Ivan wrote a full pardon for Yermak and his men and promised to send
reinforcements and supplies to Siberia.
(ON, 2/04, p.5)
1584 Jan 7, This was the last day
of the Julian calendar in Bohemia & Holy Roman empire. The 1582
Gregorian (or New World) calendar was adopted by this time in Belgium,
most of the German Roman Catholic states and the Netherlands.
(SFEC, 10/3/99, Par p.27)(MC, 1/7/02)
1584 Mar 18, Ivan IV (53), the
terrible, Russian tsar (1547-84), died. He was succeeded by his
weak-minded son, Fyodor I. Boris Godunov, Fyodor’s brother-in-law,
assumed general control. During his rule Ivan replaced the sale of beer
and mead with vodka at state-run taverns.
(TL-MB, 1988, p.23)(MC, 3/18/02)(SFC, 9/5/03, p.A8)

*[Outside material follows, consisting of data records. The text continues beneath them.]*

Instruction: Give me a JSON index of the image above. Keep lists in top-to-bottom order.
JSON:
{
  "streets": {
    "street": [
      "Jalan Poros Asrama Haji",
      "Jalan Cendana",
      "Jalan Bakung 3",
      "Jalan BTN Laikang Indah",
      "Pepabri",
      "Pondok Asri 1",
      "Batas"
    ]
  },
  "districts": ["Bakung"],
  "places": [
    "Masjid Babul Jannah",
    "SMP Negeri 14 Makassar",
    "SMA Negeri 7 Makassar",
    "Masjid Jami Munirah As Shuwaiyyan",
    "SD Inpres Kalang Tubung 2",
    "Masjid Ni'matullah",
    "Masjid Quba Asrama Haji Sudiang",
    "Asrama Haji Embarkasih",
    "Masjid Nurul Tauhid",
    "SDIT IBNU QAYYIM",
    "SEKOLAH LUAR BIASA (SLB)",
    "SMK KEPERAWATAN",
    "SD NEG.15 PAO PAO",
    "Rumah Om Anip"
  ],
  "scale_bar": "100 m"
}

1584 Mar 25, Sir Walter Raleigh,
English explorer, courtier, and writer, renewed Humphrey Gilbert's
patent to explore North America. He went on to settle the Virginia
colony on Roanoke Island (North Carolina), naming it after the virgin
queen.
(TL-MB, 1988, p.23)(MC, 3/25/02)
1584 Apr 29, Melchior Teschner,
composer, was born.
(MC, 4/29/02)
1584 Jul 10, William of Orange
(1533-1584), Prince of Orange (1544-1584), Count of Nassau (1559-1584),
and first stadholder of the United Provinces of the Netherlands, was
assassinated by Burgundian Balthasar Gerard (25) with a handgun. Philip
II of Spain had called for a volunteer assassin due to William’s
reluctance take a public stand on religious issues. William was
succeeded by his 17-year-old son, Maurice of Nassau. In 2006 Lisa
Jardine authored “The Awful End of Prince William the Silent.”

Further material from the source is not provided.